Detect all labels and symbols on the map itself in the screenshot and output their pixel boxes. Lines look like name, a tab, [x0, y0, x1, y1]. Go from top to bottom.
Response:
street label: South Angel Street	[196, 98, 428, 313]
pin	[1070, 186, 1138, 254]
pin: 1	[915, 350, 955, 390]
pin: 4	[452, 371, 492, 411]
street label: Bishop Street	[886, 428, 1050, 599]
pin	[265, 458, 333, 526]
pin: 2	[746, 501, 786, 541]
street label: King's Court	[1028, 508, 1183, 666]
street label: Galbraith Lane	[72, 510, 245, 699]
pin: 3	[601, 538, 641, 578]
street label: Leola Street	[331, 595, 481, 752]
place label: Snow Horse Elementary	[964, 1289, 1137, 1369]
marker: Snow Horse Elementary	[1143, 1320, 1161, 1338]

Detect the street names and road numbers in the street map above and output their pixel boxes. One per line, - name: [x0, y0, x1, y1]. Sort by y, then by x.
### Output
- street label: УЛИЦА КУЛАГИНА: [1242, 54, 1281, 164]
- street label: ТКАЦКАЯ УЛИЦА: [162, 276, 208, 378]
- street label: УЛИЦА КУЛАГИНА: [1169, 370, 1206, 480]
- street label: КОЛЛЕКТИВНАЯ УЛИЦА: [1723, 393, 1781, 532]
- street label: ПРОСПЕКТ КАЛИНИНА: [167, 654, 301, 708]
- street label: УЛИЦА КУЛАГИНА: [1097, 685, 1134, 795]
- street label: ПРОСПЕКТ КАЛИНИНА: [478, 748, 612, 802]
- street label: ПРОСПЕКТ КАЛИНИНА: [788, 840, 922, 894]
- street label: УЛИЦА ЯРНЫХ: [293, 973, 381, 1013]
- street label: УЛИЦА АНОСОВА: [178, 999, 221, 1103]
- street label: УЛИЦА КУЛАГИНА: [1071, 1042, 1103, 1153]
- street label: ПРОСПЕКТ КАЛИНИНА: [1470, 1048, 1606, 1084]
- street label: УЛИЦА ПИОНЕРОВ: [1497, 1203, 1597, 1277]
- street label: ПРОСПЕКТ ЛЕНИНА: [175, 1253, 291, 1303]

Goal of the exercise
Copy all the lines from the data above that hold the word "pixel".

Response for this exercise
Detect all labels and symbols on the map itself in the screenshot and output their pixel boxes. Lines look like name, a tab, [x0, y0, x1, y1]. Go from top to bottom.
Detect the street names and road numbers in the street map above and output their pixel boxes. One per line, - name: [x0, y0, x1, y1]. Sort by y, then by x.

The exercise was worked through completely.